• **Material for the task**

--- START ---

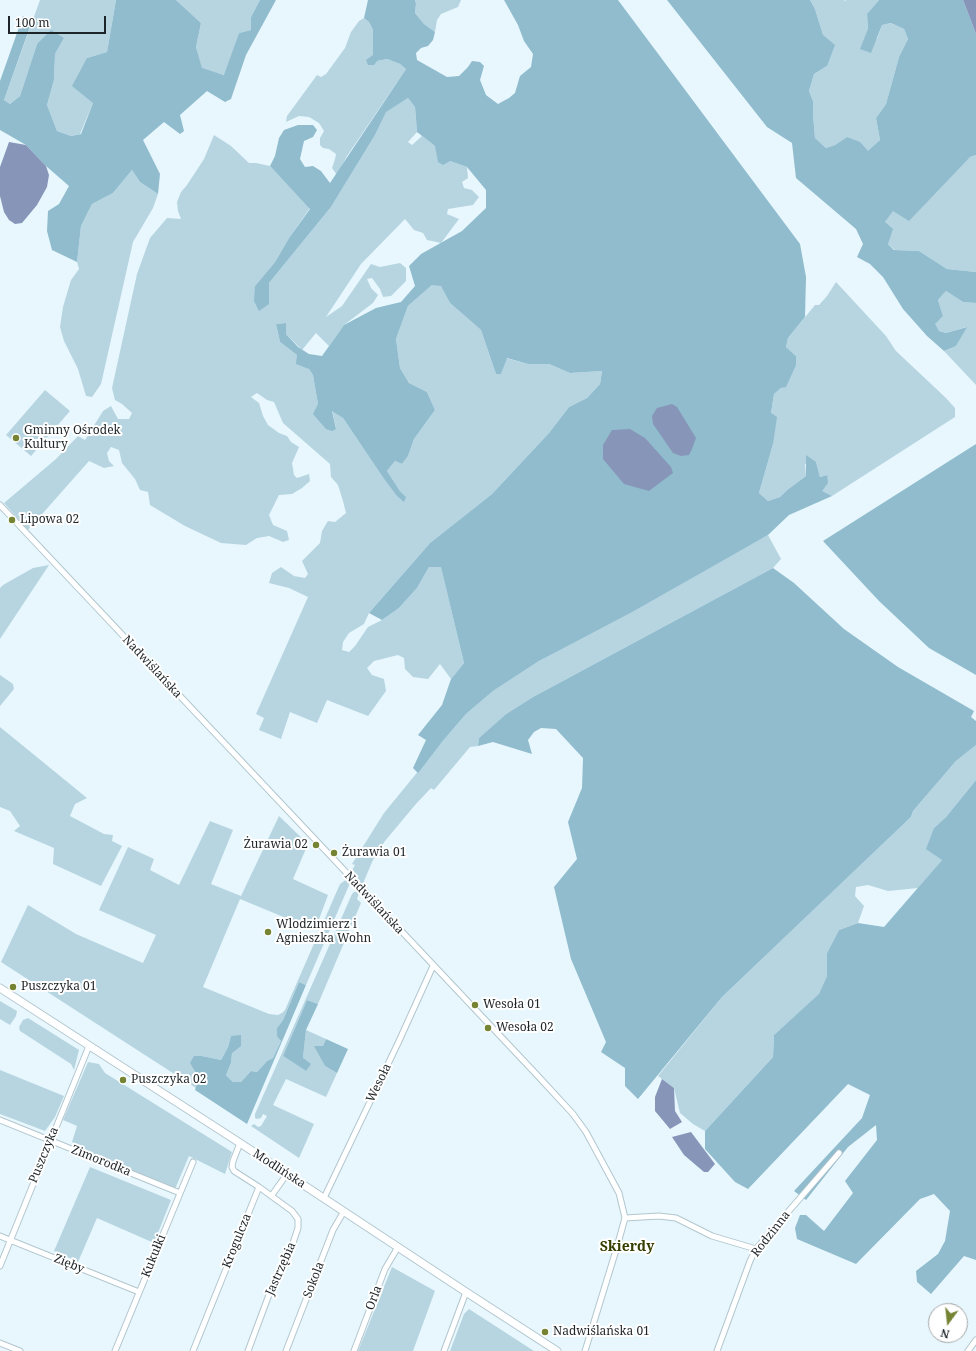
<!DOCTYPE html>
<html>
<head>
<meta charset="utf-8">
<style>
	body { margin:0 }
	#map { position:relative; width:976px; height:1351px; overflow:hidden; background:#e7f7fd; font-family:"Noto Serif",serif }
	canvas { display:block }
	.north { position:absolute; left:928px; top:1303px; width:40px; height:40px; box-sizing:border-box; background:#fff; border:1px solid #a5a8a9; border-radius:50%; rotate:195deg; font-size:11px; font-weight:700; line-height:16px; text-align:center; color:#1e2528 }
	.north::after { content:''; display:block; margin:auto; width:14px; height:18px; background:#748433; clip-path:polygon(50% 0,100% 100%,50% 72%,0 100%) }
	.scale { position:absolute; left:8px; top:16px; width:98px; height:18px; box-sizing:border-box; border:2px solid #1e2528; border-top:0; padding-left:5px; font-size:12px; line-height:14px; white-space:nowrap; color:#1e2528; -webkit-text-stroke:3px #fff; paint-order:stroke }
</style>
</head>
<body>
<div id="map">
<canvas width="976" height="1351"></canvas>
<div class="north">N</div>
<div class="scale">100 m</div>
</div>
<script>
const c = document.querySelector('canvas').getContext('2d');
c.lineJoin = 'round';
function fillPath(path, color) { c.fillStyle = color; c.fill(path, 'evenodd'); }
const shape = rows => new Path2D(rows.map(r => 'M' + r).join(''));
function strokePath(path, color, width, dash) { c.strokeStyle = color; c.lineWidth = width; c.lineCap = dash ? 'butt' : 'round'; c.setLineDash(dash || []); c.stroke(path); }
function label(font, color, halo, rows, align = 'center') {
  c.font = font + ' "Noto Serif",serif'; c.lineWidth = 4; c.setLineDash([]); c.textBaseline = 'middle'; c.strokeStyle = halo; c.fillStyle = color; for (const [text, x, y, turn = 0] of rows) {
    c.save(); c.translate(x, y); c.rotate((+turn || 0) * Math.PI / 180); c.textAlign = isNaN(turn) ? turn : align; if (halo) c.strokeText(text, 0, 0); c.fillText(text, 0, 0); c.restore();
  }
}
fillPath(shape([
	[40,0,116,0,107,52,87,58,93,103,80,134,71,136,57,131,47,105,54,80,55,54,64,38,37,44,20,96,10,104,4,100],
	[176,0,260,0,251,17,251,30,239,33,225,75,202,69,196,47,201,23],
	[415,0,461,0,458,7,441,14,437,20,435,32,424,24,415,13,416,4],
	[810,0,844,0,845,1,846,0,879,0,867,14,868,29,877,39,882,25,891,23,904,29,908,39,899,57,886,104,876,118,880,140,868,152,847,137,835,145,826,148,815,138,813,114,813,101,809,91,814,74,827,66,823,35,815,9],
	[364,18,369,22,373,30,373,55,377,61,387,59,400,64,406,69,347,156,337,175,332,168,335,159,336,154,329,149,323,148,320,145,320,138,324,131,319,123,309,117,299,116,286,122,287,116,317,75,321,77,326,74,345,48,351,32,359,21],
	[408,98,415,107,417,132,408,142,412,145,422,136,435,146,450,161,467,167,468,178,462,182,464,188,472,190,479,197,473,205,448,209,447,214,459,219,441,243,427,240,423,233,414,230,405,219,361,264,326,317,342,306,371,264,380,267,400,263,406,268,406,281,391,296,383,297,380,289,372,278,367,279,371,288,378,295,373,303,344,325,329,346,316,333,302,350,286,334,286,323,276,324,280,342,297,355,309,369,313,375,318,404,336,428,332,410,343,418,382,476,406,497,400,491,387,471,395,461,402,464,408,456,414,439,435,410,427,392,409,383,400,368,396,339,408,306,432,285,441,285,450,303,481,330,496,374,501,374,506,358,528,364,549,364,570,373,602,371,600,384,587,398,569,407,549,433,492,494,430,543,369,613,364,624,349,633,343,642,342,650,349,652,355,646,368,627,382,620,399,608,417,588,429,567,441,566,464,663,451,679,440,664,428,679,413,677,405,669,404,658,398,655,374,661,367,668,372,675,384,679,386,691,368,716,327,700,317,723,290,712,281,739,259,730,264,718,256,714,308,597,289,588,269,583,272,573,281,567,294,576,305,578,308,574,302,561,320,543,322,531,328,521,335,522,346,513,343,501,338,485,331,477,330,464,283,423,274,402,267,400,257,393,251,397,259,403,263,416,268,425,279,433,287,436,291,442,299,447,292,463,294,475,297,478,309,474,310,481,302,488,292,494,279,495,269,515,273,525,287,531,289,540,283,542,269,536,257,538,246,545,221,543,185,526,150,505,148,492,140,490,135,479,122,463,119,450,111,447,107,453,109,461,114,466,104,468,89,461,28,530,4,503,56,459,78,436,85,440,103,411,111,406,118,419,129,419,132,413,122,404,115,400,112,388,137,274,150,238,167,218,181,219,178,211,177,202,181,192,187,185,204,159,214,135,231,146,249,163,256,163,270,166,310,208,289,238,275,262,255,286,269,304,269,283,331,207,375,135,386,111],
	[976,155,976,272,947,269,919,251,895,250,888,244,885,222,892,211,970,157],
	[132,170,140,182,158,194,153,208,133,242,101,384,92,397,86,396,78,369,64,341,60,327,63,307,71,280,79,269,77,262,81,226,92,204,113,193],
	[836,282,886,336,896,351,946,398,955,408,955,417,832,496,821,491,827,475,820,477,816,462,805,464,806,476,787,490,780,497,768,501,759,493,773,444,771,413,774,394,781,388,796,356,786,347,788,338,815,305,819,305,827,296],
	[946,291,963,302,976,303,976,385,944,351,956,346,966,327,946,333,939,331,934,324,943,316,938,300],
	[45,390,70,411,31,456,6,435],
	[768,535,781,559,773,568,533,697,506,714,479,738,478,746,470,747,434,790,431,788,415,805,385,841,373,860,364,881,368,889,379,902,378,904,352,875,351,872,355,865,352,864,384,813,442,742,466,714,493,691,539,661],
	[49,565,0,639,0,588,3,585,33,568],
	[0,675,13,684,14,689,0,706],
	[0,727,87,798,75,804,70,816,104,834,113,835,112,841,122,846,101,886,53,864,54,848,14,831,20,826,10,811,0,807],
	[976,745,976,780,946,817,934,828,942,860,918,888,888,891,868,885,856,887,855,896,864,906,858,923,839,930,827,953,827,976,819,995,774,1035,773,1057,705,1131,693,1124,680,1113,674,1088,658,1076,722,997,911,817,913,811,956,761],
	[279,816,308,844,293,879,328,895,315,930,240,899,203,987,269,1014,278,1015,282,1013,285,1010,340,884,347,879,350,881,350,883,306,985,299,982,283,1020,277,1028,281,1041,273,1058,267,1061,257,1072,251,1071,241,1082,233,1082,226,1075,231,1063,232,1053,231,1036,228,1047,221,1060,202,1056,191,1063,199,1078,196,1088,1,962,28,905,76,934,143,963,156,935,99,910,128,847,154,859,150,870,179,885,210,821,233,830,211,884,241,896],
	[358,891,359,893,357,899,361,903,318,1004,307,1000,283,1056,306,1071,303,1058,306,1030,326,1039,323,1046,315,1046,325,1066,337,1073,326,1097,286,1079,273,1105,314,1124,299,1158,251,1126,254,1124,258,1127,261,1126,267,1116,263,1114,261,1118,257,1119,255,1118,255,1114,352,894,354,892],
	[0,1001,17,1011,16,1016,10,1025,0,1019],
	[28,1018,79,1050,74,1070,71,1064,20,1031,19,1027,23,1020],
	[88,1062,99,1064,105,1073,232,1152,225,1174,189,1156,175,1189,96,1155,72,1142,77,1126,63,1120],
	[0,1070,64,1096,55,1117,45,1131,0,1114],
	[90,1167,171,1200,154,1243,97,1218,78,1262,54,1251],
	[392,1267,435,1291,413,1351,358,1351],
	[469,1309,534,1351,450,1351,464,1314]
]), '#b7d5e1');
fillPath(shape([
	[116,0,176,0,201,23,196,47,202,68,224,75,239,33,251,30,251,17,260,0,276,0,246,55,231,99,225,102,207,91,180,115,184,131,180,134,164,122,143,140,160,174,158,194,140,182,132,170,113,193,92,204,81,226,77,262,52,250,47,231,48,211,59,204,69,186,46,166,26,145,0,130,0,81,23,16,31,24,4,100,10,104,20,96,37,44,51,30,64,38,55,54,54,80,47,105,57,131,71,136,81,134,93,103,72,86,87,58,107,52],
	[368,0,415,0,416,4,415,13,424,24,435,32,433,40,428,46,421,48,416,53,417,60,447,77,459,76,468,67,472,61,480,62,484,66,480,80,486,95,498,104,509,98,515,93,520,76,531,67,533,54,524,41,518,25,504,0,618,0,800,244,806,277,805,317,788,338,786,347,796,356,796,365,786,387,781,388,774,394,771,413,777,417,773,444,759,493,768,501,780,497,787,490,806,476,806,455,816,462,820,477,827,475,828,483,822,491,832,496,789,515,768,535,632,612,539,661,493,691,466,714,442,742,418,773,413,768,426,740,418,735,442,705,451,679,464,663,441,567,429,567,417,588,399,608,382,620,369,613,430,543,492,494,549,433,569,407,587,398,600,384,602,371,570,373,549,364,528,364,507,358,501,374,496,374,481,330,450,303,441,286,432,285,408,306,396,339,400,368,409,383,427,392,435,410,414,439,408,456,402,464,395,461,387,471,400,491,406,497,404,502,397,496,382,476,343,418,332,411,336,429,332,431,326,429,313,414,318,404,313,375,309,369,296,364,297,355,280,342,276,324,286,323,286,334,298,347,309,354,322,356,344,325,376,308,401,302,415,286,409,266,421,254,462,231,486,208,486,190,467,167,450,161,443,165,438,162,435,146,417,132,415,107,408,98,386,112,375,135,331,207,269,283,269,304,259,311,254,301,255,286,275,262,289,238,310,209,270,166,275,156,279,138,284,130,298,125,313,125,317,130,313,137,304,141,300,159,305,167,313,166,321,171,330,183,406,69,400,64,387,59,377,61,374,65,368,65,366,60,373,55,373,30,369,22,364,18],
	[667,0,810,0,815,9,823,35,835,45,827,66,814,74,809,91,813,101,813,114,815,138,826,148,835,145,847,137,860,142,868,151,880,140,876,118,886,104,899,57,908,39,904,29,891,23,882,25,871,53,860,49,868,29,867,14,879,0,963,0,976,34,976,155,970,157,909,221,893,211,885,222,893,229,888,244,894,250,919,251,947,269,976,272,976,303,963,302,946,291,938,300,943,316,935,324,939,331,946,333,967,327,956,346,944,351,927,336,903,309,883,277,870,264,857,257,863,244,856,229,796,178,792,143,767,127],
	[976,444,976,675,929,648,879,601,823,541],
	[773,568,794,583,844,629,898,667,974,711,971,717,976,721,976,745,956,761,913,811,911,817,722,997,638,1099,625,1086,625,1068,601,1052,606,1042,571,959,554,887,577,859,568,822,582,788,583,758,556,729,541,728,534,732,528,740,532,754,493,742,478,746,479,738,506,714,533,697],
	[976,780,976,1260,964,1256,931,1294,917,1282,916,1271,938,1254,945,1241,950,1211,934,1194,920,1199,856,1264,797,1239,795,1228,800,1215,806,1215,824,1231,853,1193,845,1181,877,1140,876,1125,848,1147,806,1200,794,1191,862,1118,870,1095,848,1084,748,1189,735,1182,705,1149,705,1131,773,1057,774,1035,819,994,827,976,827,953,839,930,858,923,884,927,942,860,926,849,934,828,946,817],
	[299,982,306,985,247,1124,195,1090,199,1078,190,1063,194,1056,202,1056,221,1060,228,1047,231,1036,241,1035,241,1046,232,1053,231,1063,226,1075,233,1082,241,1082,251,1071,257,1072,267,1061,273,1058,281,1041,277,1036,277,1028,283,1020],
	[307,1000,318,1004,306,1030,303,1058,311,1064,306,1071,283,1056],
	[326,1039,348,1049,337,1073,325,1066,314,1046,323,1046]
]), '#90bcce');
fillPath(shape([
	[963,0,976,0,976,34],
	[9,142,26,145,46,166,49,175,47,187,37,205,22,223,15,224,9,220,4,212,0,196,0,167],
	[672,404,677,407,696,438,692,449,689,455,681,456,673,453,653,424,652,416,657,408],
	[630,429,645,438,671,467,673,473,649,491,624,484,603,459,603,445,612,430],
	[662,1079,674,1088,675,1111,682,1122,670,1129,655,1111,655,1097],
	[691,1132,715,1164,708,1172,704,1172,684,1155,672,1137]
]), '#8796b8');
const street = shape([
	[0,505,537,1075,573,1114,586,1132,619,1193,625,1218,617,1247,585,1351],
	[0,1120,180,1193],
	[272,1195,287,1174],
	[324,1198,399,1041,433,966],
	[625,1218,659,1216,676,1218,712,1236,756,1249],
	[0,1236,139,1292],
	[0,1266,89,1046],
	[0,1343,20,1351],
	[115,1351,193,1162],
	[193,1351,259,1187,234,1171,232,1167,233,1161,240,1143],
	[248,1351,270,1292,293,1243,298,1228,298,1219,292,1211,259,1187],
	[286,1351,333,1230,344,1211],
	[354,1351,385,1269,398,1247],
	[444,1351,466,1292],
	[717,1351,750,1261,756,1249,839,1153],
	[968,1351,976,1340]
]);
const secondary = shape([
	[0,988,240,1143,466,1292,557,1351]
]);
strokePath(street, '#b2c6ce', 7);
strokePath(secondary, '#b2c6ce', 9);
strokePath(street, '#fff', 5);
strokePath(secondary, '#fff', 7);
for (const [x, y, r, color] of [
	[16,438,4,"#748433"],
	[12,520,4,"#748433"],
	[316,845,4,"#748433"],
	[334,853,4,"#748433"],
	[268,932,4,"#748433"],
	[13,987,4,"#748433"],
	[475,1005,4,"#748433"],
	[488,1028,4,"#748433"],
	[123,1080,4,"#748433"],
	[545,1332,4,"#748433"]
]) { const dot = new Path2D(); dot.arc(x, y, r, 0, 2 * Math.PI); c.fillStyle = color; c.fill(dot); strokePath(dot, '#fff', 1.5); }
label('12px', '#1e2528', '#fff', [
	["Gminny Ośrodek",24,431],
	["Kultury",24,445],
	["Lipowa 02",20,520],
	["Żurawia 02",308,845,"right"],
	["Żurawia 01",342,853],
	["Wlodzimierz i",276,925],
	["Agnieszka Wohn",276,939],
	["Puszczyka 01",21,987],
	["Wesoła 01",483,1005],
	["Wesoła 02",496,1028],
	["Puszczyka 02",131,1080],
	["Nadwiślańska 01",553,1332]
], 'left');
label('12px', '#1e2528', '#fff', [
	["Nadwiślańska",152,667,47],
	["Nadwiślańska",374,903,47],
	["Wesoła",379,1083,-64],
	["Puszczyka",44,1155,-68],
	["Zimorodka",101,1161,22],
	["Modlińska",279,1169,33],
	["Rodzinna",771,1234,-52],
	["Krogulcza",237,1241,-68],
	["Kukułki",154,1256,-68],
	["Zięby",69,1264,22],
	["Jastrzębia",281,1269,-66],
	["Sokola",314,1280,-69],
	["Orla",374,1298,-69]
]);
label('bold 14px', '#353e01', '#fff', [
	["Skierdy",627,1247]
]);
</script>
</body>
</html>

--- END ---

• **Task item**
Please show every line of the material that contains the string "function".

• **Output for this task**
function fillPath(path, color) { c.fillStyle = color; c.fill(path, 'evenodd'); }
function strokePath(path, color, width, dash) { c.strokeStyle = color; c.lineWidth = width; c.lineCap = dash ? 'butt' : 'round'; c.setLineDash(dash || []); c.stroke(path); }
function label(font, color, halo, rows, align = 'center') {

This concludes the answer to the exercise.